Por Bruno Elias M.
Bruno Elias M. es filósofo y autor de la novela (dele clic para leer la reseña) La Aldea debajo de la montaña.
El mundo de los libros empezó para mí en María Eugenia, un barrio de los cerros en mi ciudad natal. Mi padre Simón no me dejaba ir al colegio. Era un escéptico de la escuela. Hijo de un judío quien creía que un arte u oficio era lo único que necesitaba el individuo para surgir en la vida. Como él, que era sastre. Se afilió a los Testigos de Jehová por un tiempo; luego huyó de ellos. Pero le encantaban las revistas Atalayas y los Despertad. Yo tenía entonces cuatro o cinco años. Mi madre y mis hermanos vivían donde mi abuela Mercedes. La casa del María Eugenia estaba en construcción. Mi padre peleaba por quedarse conmigo solamente. Él me enseñaba las letras de los títulos de esas revistas. Me fascinaban sus dibujos: la idea de un león que juega con un venado sin la furia real de querérselo desbaratar y despedazar en un festín de supervivencia.
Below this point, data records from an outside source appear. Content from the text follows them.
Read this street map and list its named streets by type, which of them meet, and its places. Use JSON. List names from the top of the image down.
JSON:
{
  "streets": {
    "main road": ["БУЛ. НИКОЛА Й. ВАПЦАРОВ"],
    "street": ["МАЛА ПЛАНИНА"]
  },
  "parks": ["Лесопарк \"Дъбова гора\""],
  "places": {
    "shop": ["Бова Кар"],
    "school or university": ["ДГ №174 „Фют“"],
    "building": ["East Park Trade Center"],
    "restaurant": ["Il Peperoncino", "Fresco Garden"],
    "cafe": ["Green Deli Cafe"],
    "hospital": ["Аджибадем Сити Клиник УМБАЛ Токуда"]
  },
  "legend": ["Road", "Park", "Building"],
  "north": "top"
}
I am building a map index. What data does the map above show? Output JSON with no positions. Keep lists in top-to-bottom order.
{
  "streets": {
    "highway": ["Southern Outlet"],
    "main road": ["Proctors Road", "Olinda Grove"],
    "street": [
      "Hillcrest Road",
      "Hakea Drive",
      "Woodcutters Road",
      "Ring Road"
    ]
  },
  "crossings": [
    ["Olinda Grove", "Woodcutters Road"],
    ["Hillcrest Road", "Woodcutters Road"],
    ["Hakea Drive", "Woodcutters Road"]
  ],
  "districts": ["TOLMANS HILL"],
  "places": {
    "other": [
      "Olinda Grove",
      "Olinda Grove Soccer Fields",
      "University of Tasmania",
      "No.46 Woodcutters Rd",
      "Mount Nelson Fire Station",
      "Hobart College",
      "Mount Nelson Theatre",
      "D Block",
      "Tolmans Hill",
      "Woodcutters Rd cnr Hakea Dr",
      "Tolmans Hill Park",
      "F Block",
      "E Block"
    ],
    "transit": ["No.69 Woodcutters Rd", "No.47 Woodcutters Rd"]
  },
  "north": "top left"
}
Aquellos cuadros donde Jesús tiene barba y pelo corto, con un rostro resplandeciente como un sol. Algo que no se me ha quitado aún de la mente. Aunque no he vuelto a ver aquellas revistas de mi infancia en los estantes públicos de los Testigos. Un día cualquiera, mi padre empezó a llorar delante de mí. Cayó en la cuenta de que sin un tutor y sin una cartilla específica de lectura, yo estaba leyendo en voz alta un pasaje de la Biblia. Me preguntó, con el dedo, qué dice ahí, y yo le leí exactamente lo que decía. Él saltaba de la emoción. ¡Yo había aprendido a leer sin necesidad de una escuela! Su teoría era un éxito, y yo, su evidencia. Un sastre solitario estaba proponiendo un nuevo método de enseñanza de la lectura, sin teoría lingüística ni formación universitaria. Algo de lo que caí en la cuenta solo cuarenta años después.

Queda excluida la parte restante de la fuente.